▸ **Task**:
Wherever the string "solid" shows up in the data below, copy the whole line.

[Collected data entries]
--------------------------------------------------
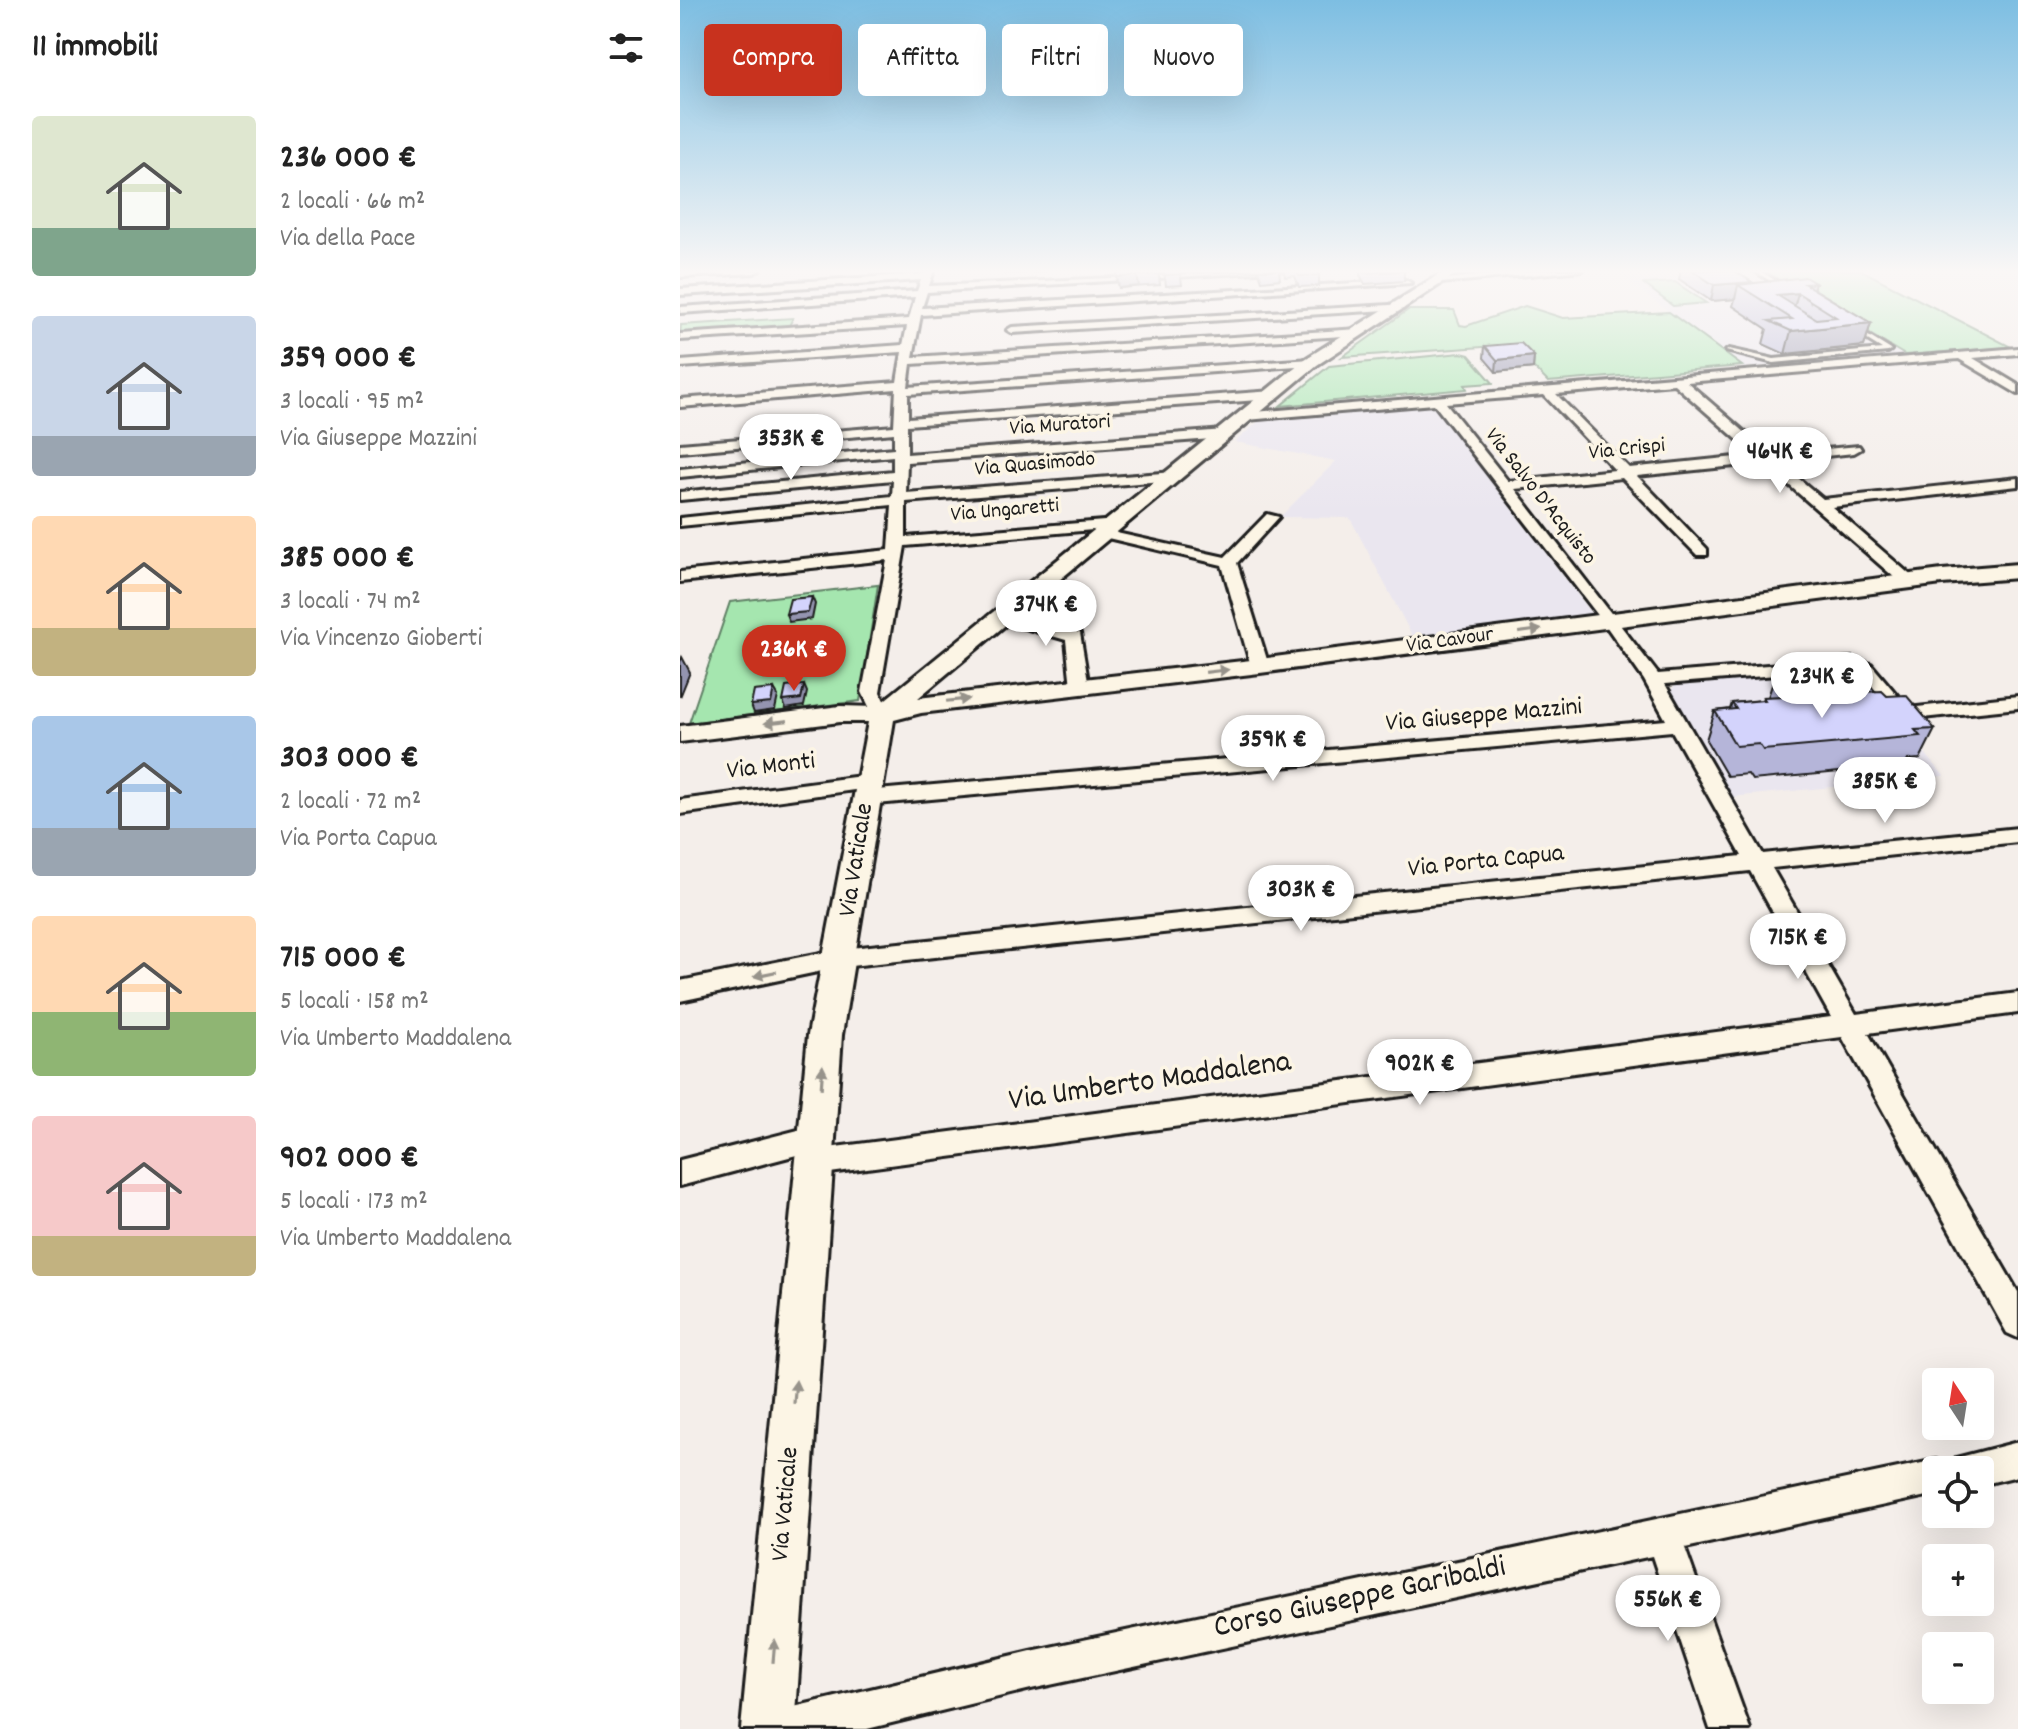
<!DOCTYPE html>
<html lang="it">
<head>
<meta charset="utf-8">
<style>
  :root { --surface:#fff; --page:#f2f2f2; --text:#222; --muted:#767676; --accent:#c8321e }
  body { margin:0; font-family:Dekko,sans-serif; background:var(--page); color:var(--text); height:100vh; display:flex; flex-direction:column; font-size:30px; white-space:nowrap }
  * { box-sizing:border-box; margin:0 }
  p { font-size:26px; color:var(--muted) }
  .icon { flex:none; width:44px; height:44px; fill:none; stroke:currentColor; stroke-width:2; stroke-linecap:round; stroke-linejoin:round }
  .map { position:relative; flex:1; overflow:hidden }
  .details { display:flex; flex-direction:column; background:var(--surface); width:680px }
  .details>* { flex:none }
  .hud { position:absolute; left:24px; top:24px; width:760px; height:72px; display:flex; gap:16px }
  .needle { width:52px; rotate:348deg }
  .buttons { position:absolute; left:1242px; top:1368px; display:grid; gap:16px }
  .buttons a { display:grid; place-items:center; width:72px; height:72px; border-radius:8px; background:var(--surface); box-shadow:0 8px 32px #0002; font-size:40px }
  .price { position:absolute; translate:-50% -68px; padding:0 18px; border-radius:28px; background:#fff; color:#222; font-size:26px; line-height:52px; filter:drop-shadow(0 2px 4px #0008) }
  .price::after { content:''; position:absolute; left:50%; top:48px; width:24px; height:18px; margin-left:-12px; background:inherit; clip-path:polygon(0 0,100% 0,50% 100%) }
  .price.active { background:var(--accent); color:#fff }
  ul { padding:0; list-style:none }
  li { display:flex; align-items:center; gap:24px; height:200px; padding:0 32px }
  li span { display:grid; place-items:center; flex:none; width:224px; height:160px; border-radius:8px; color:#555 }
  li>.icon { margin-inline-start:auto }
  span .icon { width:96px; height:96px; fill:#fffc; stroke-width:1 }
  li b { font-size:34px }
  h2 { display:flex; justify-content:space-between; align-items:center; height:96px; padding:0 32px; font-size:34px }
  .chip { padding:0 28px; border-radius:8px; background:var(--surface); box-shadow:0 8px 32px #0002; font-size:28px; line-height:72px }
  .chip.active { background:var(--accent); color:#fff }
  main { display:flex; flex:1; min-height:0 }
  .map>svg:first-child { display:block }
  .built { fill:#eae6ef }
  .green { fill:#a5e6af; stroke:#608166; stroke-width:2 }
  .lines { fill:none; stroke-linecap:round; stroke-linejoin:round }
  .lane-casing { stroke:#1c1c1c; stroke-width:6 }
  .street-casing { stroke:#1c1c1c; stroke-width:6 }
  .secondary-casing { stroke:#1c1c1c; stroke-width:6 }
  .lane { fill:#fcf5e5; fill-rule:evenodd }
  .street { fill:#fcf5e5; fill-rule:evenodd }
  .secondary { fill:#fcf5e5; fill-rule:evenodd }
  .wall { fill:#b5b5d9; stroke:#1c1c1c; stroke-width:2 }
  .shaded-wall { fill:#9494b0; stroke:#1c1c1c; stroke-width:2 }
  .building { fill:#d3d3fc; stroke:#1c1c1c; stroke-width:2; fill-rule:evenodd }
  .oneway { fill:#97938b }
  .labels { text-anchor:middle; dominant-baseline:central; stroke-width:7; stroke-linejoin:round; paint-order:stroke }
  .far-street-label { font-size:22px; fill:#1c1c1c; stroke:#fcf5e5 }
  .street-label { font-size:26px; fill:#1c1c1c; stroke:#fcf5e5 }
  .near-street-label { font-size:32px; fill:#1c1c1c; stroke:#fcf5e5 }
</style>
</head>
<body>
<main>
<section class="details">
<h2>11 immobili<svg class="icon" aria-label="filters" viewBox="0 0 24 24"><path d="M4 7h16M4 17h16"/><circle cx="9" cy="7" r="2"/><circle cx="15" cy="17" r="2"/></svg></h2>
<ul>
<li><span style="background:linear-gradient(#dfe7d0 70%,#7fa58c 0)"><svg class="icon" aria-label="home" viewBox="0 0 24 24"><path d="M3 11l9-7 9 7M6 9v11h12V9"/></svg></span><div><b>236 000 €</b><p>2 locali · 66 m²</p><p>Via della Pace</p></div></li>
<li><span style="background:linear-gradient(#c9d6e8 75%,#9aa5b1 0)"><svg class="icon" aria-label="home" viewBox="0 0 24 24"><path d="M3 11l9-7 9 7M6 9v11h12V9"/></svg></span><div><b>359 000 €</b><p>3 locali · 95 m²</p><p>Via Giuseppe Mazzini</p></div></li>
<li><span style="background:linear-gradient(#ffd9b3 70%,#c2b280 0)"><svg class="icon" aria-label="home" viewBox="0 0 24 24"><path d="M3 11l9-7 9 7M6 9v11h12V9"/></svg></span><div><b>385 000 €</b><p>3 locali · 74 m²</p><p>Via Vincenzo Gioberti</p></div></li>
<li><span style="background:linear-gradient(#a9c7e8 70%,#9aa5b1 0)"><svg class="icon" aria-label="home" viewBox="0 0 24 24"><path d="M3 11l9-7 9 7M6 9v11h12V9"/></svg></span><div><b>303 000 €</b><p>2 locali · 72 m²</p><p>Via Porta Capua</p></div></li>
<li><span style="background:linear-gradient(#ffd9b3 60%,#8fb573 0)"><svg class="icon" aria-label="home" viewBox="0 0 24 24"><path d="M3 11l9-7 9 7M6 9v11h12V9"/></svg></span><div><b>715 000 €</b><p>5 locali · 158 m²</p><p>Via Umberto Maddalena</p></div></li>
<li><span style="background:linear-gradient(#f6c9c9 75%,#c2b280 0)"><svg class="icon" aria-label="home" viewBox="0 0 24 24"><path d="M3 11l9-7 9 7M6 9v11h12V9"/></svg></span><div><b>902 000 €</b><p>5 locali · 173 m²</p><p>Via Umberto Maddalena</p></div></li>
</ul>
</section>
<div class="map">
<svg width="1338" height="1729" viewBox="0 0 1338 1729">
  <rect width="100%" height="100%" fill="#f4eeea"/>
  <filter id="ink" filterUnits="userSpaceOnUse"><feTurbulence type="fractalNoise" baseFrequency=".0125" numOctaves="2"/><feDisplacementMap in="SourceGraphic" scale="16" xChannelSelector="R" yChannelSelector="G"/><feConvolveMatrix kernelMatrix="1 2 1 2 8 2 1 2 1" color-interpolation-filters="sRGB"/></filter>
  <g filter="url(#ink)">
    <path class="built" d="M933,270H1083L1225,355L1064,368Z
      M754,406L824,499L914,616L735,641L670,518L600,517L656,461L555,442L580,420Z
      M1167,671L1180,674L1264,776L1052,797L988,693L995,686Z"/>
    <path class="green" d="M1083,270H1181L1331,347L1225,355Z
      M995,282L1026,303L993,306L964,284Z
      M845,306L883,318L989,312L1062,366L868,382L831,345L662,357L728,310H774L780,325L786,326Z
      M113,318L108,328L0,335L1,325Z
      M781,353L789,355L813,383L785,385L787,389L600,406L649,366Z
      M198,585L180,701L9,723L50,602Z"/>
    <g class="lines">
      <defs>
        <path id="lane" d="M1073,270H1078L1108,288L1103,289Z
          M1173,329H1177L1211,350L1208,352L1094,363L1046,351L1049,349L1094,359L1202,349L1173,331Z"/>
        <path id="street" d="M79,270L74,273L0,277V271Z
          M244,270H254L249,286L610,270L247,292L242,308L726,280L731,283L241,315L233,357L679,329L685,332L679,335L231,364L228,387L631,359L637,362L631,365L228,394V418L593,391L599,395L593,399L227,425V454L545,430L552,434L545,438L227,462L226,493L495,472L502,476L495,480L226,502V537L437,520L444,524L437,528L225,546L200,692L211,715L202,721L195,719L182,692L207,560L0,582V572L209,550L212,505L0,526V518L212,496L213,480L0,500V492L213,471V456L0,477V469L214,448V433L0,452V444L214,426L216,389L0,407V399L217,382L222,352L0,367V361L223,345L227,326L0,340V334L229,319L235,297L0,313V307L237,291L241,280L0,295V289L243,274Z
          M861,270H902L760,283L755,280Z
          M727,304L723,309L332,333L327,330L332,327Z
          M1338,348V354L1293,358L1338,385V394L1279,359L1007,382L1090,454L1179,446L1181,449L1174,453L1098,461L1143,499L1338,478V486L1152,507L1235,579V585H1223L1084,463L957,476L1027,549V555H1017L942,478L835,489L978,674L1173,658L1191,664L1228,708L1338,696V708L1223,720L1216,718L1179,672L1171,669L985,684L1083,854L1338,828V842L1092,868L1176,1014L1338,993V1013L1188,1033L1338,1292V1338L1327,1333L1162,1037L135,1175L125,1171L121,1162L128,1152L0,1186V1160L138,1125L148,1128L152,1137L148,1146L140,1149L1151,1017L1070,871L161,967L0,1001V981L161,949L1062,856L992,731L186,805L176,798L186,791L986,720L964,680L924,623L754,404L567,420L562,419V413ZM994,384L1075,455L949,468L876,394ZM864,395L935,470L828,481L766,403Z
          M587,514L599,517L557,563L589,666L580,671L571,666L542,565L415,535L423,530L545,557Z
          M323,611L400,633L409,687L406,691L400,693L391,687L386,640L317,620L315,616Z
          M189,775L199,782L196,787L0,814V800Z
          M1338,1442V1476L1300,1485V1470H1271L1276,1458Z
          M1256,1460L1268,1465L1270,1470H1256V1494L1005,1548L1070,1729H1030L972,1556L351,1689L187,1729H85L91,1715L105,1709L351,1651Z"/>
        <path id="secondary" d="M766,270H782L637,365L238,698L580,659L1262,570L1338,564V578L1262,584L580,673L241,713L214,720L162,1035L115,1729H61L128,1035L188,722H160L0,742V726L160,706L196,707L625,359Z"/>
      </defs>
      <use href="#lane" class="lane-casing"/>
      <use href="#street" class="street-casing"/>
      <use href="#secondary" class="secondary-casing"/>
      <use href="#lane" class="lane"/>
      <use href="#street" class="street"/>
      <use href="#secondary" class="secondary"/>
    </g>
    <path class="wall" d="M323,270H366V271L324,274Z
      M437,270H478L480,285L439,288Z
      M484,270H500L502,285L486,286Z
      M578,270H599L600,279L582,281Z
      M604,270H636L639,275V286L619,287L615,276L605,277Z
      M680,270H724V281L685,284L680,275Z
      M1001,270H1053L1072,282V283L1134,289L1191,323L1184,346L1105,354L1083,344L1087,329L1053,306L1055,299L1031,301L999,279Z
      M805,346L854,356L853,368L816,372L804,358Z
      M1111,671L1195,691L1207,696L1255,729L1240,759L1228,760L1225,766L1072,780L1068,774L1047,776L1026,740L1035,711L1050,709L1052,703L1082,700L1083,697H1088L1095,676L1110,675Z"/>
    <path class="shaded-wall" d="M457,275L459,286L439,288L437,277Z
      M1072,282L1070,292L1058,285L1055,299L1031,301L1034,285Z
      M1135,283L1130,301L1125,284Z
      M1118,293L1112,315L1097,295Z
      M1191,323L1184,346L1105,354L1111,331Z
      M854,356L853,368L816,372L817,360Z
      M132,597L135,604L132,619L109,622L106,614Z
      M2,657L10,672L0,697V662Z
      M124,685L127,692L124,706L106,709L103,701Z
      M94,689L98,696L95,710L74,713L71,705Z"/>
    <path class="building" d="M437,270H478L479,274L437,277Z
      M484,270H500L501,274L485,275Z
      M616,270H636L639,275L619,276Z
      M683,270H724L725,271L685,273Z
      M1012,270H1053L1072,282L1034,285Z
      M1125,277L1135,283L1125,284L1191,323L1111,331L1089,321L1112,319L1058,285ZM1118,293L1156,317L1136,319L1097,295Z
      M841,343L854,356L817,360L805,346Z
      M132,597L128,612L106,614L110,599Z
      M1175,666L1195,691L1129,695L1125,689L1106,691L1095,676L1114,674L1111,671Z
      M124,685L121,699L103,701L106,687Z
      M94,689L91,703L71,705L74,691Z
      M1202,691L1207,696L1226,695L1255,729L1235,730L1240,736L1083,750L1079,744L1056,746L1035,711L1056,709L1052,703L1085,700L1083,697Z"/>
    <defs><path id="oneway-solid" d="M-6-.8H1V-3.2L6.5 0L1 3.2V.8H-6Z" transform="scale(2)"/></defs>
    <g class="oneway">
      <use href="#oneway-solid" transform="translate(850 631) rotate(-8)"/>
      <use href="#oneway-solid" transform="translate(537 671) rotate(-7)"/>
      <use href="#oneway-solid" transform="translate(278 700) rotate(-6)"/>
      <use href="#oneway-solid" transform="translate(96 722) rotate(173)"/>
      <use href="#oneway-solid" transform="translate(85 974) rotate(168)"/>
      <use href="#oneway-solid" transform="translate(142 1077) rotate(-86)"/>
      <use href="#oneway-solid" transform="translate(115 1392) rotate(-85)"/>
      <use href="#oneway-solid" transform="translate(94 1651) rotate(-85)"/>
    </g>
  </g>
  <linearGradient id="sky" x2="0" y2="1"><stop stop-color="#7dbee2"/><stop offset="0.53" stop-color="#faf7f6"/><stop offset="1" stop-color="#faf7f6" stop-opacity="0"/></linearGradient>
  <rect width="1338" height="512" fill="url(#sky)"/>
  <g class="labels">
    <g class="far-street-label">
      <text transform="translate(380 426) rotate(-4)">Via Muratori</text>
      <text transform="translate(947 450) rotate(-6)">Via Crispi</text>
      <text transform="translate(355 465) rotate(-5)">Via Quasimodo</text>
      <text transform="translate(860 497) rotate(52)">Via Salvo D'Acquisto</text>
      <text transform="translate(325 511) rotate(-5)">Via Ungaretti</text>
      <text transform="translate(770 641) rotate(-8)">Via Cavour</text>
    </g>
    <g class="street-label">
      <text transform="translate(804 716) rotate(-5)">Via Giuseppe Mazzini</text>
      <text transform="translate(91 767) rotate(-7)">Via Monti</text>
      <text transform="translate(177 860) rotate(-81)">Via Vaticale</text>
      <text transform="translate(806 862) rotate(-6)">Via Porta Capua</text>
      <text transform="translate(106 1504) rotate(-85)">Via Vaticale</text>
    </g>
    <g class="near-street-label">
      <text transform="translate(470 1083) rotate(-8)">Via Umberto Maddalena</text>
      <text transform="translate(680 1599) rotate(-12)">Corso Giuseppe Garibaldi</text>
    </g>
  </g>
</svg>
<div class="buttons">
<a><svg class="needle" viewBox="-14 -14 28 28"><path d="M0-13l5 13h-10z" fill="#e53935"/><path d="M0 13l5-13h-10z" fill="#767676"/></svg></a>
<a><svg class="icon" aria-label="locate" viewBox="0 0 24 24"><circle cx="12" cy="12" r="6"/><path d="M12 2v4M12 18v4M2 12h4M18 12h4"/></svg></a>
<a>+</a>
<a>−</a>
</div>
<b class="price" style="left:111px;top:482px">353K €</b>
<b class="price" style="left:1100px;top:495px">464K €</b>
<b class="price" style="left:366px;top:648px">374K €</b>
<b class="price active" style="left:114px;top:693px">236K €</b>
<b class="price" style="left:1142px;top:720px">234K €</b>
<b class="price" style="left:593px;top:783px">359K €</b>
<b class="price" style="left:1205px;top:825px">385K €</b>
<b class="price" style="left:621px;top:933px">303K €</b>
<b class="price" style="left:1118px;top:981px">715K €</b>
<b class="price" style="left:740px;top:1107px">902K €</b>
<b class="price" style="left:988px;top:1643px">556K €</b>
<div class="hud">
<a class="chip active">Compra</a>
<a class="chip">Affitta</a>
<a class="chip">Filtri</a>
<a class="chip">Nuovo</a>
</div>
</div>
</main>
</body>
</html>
--------------------------------------------------
▸ **Final answer**:
    <defs><path id="oneway-solid" d="M-6-.8H1V-3.2L6.5 0L1 3.2V.8H-6Z" transform="scale(2)"/></defs>
      <use href="#oneway-solid" transform="translate(850 631) rotate(-8)"/>
      <use href="#oneway-solid" transform="translate(537 671) rotate(-7)"/>
      <use href="#oneway-solid" transform="translate(278 700) rotate(-6)"/>
      <use href="#oneway-solid" transform="translate(96 722) rotate(173)"/>
      <use href="#oneway-solid" transform="translate(85 974) rotate(168)"/>
      <use href="#oneway-solid" transform="translate(142 1077) rotate(-86)"/>
      <use href="#oneway-solid" transform="translate(115 1392) rotate(-85)"/>
      <use href="#oneway-solid" transform="translate(94 1651) rotate(-85)"/>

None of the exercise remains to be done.